Namun demikian, mungkin akan lebih mudah meniru tekstur nugget daripada mencoba teknik tersebut untuk meniru irisan lembut daging sapi.

Kuncinya adalah pada eksperimen, walaupun kendala utamanya adalah mendapatkan sel-sel untuk memulai prosesnya.

Sekarang ini, sel-sel punca otot paling mudah didapat dari daging segar di rumah jagal atau dari hewan hidup, terutama yang masih muda dengan sel punca yang masih banyak. Pengumpulan sel-sel itulah yang sulit.

Isha berharap mengubah hal itu dengan menyediakan sel-sel yang bisa dipesan dari katalog pasokan laboratorium, atau dengan bekerja sama dengan para peneliti sehingga mereka yang memiliki kultur bisa berbagi. Mirip seperti orang berbagi adonan awal roti agar bisa dibuat menjadi roti.

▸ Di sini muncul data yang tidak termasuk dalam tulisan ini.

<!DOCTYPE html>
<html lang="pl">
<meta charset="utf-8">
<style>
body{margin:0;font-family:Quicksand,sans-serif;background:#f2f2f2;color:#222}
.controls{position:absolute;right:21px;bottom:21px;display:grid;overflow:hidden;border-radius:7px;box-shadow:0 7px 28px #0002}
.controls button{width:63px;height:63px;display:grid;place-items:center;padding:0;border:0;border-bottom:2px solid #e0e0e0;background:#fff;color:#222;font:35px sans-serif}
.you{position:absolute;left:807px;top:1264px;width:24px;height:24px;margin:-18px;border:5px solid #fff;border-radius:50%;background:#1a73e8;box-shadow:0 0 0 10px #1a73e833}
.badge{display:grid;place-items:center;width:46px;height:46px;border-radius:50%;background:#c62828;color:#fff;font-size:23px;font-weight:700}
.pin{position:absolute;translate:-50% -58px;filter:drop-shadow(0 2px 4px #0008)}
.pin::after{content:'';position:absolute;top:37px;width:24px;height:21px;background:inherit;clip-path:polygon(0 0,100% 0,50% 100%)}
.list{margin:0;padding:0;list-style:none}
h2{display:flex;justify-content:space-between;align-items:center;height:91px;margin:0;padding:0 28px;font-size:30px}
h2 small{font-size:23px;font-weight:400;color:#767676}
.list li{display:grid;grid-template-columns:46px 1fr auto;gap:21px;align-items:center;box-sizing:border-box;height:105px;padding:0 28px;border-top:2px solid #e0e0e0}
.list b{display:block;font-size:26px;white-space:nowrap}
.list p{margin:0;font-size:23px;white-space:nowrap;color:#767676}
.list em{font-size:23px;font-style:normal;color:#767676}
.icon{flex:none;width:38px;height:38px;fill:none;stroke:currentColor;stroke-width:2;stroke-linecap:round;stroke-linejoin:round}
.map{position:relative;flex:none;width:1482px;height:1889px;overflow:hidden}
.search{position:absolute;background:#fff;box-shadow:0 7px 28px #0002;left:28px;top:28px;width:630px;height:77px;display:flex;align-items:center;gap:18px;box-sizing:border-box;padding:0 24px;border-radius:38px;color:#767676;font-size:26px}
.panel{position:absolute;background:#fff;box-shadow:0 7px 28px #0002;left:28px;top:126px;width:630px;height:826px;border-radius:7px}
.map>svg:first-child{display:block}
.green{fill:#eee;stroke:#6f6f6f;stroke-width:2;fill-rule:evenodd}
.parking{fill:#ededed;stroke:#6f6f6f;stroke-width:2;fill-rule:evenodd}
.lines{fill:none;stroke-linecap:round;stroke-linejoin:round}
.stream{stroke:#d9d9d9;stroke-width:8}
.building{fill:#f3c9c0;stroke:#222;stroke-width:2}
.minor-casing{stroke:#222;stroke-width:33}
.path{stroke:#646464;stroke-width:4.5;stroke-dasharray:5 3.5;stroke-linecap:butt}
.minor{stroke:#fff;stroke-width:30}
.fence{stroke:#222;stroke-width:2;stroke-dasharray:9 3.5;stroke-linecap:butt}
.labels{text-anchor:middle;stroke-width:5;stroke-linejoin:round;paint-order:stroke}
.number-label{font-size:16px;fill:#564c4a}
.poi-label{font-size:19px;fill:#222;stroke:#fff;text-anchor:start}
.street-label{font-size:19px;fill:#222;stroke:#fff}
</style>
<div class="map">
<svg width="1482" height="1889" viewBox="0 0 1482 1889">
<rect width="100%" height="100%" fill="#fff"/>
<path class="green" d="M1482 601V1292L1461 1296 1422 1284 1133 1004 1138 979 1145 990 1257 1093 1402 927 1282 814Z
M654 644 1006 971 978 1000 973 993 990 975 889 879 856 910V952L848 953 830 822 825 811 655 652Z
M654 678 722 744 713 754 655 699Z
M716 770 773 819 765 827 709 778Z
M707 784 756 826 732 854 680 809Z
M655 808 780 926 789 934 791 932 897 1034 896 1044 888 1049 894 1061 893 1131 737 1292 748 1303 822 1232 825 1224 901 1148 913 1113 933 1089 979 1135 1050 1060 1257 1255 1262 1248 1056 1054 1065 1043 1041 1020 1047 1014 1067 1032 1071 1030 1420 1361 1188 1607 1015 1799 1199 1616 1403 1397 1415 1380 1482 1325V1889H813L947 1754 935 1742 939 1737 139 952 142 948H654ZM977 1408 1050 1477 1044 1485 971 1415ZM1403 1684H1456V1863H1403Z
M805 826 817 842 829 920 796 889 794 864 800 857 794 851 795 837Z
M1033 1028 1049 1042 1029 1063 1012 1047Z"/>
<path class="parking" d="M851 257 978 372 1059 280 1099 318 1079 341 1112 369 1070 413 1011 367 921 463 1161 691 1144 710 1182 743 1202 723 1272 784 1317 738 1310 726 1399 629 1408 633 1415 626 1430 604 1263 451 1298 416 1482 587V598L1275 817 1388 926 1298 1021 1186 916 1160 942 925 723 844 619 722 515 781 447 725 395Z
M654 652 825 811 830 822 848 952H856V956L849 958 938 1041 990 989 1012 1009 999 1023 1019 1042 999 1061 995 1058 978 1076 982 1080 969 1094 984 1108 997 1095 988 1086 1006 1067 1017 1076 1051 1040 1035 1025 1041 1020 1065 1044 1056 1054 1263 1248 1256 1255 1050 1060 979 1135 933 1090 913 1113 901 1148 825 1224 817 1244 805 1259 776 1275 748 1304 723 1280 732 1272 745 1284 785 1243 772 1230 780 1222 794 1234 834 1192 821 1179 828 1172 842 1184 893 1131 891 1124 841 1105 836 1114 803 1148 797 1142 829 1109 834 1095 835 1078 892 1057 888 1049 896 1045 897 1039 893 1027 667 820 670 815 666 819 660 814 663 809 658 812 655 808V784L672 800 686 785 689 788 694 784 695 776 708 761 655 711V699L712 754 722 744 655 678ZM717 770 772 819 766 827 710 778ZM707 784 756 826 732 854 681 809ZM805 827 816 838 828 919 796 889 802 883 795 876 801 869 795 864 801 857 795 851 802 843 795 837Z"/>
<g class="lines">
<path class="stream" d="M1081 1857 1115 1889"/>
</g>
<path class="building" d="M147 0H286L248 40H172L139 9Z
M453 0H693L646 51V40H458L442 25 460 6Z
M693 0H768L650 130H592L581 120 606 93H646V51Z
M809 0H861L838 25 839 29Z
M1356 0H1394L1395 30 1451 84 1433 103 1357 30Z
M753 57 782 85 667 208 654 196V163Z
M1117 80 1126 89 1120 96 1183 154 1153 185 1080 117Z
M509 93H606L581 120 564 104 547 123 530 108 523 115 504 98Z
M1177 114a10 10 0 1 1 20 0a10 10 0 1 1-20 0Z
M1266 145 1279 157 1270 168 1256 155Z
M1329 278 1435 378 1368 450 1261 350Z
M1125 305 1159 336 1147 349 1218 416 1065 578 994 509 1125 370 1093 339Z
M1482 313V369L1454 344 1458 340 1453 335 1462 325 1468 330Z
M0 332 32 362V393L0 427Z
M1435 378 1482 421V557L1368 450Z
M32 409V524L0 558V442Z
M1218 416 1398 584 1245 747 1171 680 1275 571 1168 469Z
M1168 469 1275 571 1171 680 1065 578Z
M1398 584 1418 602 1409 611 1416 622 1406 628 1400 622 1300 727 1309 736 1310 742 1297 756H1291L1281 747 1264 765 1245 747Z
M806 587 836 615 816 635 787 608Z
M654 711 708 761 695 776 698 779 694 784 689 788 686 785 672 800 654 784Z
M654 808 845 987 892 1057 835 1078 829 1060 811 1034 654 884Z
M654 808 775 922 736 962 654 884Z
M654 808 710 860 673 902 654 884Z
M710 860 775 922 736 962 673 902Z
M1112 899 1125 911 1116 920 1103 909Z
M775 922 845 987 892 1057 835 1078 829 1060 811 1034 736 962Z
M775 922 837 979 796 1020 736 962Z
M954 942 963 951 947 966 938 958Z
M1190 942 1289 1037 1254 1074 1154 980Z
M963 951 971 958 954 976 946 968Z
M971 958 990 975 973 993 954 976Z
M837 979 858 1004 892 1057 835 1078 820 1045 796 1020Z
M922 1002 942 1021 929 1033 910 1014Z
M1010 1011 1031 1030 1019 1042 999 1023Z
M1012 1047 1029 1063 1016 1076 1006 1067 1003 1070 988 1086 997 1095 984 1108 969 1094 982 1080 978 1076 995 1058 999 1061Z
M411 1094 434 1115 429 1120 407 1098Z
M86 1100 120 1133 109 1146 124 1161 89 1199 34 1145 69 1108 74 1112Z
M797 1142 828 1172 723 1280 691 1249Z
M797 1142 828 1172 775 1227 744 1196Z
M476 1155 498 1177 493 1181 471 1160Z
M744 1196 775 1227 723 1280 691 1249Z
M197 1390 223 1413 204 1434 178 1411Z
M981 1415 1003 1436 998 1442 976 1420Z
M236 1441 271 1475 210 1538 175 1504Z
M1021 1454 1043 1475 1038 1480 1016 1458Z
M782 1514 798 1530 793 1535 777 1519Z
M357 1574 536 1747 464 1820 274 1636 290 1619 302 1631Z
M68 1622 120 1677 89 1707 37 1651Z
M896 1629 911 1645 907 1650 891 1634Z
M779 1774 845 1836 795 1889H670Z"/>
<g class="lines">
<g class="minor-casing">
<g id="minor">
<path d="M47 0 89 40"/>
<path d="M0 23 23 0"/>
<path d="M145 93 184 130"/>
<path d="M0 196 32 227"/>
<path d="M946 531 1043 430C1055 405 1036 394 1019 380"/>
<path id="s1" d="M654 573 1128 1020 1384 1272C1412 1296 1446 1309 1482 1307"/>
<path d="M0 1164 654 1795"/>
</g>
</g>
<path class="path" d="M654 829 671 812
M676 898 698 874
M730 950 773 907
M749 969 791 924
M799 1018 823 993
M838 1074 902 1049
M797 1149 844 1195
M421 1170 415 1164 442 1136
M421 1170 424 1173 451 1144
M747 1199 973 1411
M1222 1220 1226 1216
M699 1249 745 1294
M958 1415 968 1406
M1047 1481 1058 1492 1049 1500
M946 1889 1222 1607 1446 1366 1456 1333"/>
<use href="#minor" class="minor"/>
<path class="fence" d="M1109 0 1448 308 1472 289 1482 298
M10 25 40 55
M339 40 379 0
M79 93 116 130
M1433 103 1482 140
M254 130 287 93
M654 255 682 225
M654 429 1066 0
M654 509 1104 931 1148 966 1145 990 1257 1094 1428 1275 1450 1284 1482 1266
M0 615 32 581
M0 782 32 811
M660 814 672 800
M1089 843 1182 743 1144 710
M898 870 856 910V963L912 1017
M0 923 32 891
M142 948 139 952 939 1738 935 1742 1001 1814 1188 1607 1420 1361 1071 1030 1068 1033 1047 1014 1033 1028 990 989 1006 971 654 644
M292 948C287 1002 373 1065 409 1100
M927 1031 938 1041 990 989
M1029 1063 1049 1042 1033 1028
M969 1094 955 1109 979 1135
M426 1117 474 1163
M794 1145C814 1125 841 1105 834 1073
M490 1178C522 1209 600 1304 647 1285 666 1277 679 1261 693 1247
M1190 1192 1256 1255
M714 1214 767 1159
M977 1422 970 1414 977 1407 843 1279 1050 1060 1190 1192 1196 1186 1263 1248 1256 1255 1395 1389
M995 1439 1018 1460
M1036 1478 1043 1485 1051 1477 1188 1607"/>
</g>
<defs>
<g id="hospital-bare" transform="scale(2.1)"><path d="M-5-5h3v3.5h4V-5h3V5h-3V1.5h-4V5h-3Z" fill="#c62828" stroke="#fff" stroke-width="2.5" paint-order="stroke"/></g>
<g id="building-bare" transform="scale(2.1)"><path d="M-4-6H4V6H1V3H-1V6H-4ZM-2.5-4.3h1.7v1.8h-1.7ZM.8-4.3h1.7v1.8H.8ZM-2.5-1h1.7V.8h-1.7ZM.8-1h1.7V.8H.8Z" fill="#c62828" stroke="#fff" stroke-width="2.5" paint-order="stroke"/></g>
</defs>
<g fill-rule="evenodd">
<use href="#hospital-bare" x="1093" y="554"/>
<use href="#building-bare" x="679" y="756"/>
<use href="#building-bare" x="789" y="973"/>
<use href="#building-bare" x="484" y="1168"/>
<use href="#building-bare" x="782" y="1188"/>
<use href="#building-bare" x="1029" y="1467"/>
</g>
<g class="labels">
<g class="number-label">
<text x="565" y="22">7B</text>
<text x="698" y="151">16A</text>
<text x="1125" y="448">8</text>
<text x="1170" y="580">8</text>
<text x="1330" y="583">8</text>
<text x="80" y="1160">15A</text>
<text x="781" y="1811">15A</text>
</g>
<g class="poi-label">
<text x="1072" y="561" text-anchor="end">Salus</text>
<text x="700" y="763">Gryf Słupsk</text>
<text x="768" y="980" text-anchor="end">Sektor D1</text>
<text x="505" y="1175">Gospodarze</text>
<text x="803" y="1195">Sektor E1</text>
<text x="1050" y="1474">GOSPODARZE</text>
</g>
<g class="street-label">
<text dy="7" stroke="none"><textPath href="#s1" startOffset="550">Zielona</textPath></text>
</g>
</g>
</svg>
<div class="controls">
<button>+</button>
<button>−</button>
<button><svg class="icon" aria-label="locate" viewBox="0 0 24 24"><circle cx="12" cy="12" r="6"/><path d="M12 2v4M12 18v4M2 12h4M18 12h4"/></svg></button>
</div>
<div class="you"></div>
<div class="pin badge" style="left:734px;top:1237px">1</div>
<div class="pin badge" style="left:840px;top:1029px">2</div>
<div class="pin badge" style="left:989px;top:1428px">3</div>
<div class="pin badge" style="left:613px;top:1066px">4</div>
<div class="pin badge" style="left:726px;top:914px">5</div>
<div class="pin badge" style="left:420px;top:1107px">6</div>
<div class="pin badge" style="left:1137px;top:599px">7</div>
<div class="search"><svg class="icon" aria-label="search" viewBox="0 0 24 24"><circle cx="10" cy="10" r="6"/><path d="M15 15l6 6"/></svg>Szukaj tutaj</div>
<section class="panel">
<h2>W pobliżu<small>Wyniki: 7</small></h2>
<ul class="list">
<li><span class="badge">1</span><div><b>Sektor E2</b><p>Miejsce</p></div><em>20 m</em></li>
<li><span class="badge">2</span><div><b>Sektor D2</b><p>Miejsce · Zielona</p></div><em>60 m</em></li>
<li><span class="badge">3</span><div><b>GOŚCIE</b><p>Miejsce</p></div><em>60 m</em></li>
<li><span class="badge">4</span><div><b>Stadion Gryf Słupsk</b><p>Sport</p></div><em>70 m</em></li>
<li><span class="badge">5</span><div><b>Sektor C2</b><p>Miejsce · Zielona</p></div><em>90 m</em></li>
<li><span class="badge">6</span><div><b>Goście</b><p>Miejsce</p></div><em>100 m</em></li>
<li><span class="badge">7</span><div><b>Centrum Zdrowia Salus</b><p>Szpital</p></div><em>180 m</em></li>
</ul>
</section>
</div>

Menurut istilah Isha, “nantinya itu akan seperti perangkat lunak sumber terbuka (open-source). Sel-sel diandaikan seperti kode-kode perangkat lunak.”

Mozdziak berpendapat bahwa purwarupa daging buatan untuk pembiakan mungkin tersedia dalam 3 hingga 5 tahun ke depan. Kendati demikian masih perlu lebih lama lagi sebelum dijual di swalayan.

Yang jelas, setelah prosesnya dimatangkan, daging akan diciptakan ulang. Misalnya dengan penciptaan rasa-rasa baru atau konsistensi tertentu. Kata Mozdziak, “Tentu saja kita dimungkinkan untuk mencoba-coba rasa dan teksturnya.”